━━━ Data provided

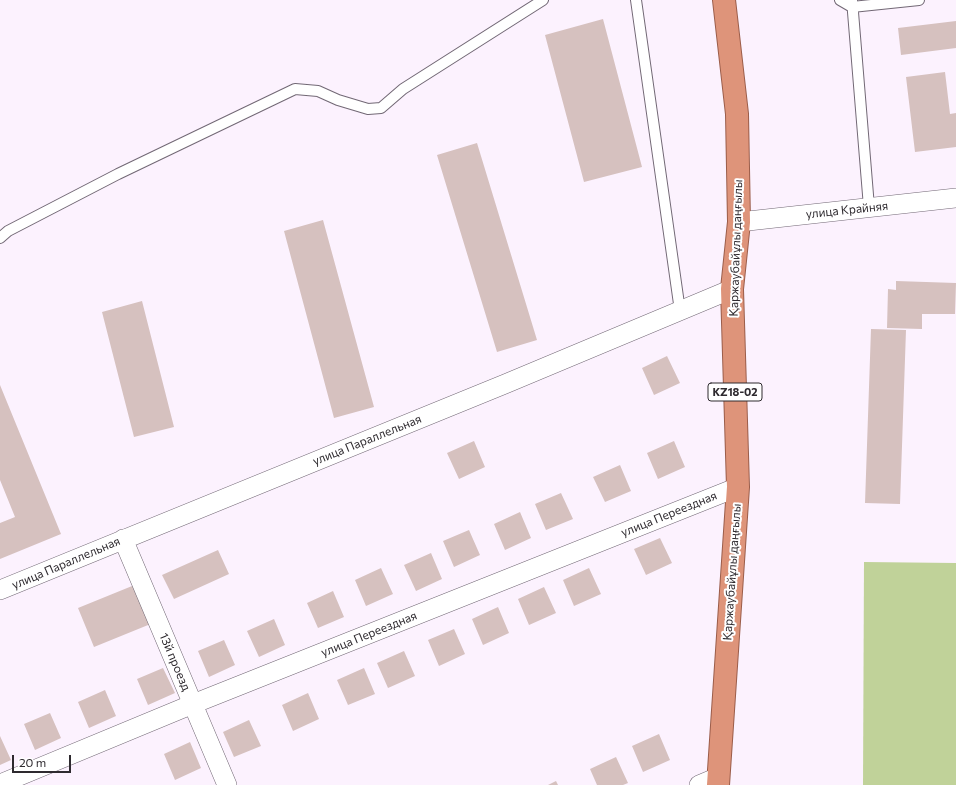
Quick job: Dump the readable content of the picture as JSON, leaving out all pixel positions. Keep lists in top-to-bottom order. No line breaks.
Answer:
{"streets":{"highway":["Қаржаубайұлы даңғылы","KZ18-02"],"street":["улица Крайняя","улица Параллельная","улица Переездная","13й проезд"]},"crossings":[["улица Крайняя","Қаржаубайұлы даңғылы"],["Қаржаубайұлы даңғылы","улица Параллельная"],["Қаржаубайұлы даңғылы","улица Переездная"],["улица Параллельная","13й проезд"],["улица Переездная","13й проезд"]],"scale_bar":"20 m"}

━━━━━━

• _Exercise brief_
Copy the material verbatim. The pictures are not part of the copy.

• _Result_
Quick job: Dump the readable content of the picture as JSON, leaving out all pixel positions. Keep lists in top-to-bottom order. No line breaks.
Answer:
{"streets":{"highway":["Қаржаубайұлы даңғылы","KZ18-02"],"street":["улица Крайняя","улица Параллельная","улица Переездная","13й проезд"]},"crossings":[["улица Крайняя","Қаржаубайұлы даңғылы"],["Қаржаубайұлы даңғылы","улица Параллельная"],["Қаржаубайұлы даңғылы","улица Переездная"],["улица Параллельная","13й проезд"],["улица Переездная","13й проезд"]],"scale_bar":"20 m"}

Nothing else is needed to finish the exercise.